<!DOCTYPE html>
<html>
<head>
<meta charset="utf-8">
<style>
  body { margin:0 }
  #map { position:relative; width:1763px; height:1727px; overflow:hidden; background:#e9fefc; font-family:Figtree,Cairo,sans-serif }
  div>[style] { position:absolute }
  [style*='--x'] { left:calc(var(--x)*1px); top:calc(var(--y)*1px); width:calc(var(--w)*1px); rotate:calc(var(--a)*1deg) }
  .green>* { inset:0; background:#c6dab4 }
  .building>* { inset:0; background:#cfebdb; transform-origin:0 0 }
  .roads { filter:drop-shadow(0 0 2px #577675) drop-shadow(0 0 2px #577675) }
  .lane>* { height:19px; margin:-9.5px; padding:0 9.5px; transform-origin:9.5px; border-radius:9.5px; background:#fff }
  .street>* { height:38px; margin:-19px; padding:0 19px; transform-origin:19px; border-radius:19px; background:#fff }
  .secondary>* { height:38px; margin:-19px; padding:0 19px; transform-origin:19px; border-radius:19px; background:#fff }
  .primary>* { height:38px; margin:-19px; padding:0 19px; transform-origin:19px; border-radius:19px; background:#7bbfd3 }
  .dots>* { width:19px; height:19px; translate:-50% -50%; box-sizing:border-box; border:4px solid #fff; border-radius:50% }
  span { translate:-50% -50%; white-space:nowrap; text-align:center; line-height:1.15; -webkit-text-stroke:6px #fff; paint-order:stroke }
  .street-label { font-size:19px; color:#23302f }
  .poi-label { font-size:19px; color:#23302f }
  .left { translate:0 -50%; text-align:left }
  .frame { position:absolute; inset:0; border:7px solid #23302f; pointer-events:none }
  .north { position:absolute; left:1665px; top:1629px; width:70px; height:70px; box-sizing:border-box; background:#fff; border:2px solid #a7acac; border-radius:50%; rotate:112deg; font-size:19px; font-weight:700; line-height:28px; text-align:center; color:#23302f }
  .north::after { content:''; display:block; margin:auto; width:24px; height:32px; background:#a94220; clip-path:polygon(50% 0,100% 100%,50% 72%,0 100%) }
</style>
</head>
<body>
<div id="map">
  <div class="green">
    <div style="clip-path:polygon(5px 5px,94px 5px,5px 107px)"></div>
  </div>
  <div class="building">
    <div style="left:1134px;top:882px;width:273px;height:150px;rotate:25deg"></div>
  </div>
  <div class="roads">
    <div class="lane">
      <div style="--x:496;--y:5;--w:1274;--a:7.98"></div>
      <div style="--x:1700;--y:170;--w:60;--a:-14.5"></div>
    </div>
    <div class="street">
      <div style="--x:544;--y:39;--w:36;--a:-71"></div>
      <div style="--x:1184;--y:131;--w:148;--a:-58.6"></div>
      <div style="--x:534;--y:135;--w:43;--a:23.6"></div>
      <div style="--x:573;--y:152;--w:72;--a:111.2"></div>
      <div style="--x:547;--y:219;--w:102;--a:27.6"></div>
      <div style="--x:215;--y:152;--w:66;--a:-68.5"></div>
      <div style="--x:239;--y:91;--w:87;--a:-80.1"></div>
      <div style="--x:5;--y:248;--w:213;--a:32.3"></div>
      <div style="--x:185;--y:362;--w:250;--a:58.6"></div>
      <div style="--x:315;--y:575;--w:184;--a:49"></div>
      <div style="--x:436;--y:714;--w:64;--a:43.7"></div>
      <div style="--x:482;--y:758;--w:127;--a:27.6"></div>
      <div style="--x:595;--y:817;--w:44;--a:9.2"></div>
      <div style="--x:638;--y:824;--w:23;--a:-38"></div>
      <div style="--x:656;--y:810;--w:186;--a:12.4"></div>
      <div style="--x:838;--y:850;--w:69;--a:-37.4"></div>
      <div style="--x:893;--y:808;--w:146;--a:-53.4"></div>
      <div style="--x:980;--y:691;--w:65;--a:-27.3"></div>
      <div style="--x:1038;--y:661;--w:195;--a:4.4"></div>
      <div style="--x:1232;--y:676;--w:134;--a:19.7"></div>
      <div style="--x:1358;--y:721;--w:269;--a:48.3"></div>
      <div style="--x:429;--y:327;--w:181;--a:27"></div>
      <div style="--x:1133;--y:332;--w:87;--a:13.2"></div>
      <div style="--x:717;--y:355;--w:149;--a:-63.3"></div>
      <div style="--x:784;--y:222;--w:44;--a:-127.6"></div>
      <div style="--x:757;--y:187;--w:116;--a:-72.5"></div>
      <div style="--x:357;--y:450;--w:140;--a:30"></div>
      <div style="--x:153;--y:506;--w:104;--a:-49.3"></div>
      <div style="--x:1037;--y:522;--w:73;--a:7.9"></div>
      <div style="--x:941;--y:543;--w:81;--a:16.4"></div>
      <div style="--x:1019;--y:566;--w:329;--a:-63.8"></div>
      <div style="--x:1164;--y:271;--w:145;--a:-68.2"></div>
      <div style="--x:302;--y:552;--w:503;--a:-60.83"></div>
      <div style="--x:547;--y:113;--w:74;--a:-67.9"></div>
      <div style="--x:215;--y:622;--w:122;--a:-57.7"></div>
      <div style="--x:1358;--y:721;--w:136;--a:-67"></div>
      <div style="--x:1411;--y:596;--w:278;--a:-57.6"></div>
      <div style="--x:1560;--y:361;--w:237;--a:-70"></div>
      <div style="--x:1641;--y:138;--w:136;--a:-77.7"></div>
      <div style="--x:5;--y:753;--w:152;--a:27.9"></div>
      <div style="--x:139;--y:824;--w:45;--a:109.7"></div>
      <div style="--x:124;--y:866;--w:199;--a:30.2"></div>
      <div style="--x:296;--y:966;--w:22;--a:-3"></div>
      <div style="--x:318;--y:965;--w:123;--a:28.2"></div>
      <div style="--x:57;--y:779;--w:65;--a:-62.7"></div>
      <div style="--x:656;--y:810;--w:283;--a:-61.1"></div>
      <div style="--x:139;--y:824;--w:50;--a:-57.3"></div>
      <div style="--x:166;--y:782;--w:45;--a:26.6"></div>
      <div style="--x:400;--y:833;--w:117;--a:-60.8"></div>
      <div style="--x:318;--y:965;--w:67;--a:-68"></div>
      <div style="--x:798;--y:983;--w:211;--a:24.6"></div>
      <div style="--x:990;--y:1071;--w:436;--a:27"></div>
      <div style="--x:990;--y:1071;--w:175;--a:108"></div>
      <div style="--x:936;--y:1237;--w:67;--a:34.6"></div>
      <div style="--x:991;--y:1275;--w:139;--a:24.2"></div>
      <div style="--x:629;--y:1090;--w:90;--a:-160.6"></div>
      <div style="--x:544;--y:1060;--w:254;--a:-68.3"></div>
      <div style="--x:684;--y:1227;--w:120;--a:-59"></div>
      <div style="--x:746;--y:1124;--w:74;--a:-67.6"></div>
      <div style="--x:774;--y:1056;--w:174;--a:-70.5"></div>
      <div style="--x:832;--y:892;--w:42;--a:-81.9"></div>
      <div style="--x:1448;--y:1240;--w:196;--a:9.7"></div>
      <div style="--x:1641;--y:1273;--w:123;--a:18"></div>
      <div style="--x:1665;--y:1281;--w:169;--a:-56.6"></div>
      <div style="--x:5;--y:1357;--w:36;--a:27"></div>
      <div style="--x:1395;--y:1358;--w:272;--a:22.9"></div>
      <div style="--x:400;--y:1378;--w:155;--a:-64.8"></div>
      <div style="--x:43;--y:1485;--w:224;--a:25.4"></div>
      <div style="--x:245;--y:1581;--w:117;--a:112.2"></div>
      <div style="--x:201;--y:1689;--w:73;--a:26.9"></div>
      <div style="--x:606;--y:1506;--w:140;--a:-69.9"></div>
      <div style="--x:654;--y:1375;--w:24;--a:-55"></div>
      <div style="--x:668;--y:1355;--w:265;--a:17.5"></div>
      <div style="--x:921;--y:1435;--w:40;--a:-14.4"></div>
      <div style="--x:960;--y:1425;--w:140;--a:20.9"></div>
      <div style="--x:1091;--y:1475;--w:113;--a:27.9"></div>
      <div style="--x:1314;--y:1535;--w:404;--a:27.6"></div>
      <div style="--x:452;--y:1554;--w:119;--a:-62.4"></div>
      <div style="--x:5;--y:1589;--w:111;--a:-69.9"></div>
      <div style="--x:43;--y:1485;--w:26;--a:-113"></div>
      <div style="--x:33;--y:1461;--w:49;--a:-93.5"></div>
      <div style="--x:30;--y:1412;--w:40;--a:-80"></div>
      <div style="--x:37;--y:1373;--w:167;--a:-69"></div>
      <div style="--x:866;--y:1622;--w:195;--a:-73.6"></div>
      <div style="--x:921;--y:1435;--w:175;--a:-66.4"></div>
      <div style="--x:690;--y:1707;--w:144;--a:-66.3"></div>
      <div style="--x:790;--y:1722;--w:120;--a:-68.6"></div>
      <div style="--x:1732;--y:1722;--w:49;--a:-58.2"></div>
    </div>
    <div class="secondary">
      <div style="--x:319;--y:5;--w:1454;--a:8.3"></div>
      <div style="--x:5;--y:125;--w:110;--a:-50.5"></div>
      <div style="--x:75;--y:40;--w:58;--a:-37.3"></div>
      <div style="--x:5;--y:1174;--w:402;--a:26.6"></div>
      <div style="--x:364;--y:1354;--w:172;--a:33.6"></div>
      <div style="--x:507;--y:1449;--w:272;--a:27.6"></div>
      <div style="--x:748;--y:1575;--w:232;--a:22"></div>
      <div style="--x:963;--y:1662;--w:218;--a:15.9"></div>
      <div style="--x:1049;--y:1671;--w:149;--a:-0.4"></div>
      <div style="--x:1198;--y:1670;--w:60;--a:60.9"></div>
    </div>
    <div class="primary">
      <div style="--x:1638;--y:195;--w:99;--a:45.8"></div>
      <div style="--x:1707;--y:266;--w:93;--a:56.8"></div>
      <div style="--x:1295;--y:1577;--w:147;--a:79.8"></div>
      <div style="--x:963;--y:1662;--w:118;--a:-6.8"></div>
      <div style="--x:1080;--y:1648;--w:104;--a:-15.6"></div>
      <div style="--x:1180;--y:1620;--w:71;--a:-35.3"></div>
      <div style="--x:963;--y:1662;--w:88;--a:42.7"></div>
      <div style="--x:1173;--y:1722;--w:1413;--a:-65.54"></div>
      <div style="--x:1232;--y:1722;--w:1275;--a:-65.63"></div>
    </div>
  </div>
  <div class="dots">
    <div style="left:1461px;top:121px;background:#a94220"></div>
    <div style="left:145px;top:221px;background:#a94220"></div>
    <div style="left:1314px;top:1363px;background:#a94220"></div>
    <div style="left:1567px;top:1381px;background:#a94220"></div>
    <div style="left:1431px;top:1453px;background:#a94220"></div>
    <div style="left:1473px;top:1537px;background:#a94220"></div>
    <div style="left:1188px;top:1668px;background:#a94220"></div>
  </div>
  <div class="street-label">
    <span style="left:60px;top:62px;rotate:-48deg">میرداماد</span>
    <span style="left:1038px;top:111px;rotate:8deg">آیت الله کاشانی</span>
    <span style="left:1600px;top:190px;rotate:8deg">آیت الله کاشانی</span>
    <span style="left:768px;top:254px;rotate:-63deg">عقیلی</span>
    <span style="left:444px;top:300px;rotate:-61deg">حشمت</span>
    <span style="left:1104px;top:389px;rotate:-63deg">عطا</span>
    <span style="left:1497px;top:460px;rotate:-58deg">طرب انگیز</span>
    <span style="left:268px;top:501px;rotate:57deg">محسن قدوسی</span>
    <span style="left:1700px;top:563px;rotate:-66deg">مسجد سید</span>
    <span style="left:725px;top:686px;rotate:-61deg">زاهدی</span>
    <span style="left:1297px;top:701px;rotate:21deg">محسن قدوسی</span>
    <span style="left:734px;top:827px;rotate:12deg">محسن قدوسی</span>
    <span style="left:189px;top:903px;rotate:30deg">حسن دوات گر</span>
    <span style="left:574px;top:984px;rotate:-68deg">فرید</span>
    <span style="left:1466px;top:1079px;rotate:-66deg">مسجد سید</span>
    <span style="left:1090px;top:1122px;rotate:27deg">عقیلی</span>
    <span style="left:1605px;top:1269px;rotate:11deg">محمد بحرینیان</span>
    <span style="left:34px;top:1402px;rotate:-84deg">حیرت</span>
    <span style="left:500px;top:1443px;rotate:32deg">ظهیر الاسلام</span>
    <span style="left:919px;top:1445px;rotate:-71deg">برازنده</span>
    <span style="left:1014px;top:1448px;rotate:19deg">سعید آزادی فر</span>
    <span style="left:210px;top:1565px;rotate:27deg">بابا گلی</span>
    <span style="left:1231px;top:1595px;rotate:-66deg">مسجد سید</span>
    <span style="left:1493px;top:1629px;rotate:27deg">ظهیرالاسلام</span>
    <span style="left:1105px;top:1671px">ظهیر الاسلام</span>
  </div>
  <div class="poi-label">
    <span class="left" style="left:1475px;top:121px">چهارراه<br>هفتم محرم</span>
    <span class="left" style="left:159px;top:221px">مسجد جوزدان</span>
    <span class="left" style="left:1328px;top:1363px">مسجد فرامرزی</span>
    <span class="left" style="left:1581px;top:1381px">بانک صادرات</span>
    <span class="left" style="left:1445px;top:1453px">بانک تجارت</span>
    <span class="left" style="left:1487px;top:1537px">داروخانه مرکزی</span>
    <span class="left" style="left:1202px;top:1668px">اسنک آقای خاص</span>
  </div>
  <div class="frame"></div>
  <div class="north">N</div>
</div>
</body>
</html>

## Instructions for the task
Copy, please, exactly the lines that start at the first line of the data and end at the line containing "width:19px; height:19px; translate:-50%", both kept and no others.

## Task output
<!DOCTYPE html>
<html>
<head>
<meta charset="utf-8">
<style>
  body { margin:0 }
  #map { position:relative; width:1763px; height:1727px; overflow:hidden; background:#e9fefc; font-family:Figtree,Cairo,sans-serif }
  div>[style] { position:absolute }
  [style*='--x'] { left:calc(var(--x)*1px); top:calc(var(--y)*1px); width:calc(var(--w)*1px); rotate:calc(var(--a)*1deg) }
  .green>* { inset:0; background:#c6dab4 }
  .building>* { inset:0; background:#cfebdb; transform-origin:0 0 }
  .roads { filter:drop-shadow(0 0 2px #577675) drop-shadow(0 0 2px #577675) }
  .lane>* { height:19px; margin:-9.5px; padding:0 9.5px; transform-origin:9.5px; border-radius:9.5px; background:#fff }
  .street>* { height:38px; margin:-19px; padding:0 19px; transform-origin:19px; border-radius:19px; background:#fff }
  .secondary>* { height:38px; margin:-19px; padding:0 19px; transform-origin:19px; border-radius:19px; background:#fff }
  .primary>* { height:38px; margin:-19px; padding:0 19px; transform-origin:19px; border-radius:19px; background:#7bbfd3 }
  .dots>* { width:19px; height:19px; translate:-50% -50%; box-sizing:border-box; border:4px solid #fff; border-radius:50% }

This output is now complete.